In mathematics, the answer to this question is ⌊Y / X⌋, the floor of Y divided by X. In a programming language, if X and Y are integer values, the / operator applied to them will typically perform integer division. Integer division discards the remainder of division, so you don't have to call any floor function.
When X and Y are integers
int X = 5;
int Y = 17;
int N = Y / X;
// N is 3
When X and Y are real numbers
double X = 2.5;
double Y = 11.5;
int N = (int)Math.Floor(Y / X);
// N is 4
in my ASP.NET project i did a survey page that uses Application to save the votes. I have a problem with the making of the percentages amount. I've tried many things. here is the problematic part of my code:
double x = (count / sum) ;
double f = (count1 / sum) ;
double g = (count2 / sum) ;
double h = (count3 / sum) ;
if (sum > 0)
{
a = (int)x * 100;
b = (int)f * 100;
c = (int)g * 100;
d = (int)h * 100;
}
I used breakpoints and figured out that the problem was in the double variables: the (count/sum) equals 0 anyway.
I'm assuming count and sum are integer types.
The result of division of 2 integers is a truncated integer.
You need to cast one side of the division to a double, then the result will be double
So
((double)count)/sum
What are the datatypes of count, count[1-3] and sum? If they are integral types, then integer division is performed. This
int x = 100 ;
int y = 300 ;
double z = x / y ;
yields the value 0.0 for z.
Try something like
double h = (double) ( count3 / sum ) ;
You might also want to move your test for sum > 0 up: as coded, if sum is zero, you'll throw a DivideByZeroException before you get to your test, thus rendering your test moot.

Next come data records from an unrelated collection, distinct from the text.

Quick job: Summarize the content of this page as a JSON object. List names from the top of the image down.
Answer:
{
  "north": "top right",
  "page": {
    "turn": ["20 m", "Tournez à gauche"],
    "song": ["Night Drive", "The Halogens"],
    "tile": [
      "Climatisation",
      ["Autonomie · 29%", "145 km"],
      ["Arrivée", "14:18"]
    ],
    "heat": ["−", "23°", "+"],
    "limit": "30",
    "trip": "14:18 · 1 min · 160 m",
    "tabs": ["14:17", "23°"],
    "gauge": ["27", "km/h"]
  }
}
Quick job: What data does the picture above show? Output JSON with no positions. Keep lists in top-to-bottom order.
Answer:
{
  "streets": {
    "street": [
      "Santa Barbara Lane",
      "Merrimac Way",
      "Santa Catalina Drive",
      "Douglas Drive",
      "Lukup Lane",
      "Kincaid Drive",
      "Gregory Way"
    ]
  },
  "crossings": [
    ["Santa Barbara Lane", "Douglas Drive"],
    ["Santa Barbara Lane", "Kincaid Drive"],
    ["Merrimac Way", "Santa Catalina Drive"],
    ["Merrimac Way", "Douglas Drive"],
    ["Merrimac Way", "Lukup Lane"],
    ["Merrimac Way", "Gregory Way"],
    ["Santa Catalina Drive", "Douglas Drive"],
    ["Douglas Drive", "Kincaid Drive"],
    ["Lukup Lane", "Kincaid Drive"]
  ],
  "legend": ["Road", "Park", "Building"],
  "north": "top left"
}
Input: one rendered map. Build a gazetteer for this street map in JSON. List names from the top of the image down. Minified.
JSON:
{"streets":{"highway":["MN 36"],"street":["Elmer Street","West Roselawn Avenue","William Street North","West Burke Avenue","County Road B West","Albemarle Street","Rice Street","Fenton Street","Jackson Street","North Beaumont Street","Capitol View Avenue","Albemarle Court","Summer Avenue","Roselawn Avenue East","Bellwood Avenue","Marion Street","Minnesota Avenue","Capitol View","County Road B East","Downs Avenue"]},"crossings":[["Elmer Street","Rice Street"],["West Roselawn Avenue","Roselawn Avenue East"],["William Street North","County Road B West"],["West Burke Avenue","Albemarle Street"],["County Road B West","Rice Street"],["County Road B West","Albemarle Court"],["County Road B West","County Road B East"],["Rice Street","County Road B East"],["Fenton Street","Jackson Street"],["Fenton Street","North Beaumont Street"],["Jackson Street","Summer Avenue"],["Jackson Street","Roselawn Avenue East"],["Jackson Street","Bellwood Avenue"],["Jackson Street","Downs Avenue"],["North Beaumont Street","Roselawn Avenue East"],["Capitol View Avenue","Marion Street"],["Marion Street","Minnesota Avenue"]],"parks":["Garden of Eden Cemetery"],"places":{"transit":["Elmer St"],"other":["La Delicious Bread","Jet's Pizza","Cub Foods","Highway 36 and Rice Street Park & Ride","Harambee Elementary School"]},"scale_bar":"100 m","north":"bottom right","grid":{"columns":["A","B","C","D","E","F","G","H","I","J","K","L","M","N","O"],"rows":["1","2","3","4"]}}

Your count and sum variables are probably integers. Cast one of them to double:
double x = count / (double)sum;
UPDATE:
Actually, if you want the percentage as an integer, you can skip the doubles altogether:
int a = 100 * count / sum;
Trying to create a Mandelbrot set, I have been trying to using 8 and 15 digit floating point variables in my program, and have run into an issue: the double approximates to 0. I tried unit testing and wrote this code to isolate the issue. Using the variable viewer, the h and w values both were on 0.0, as opposed to 0.00185185185185 and 0.0015625, yet when I just write double h = 0.0015625, it works.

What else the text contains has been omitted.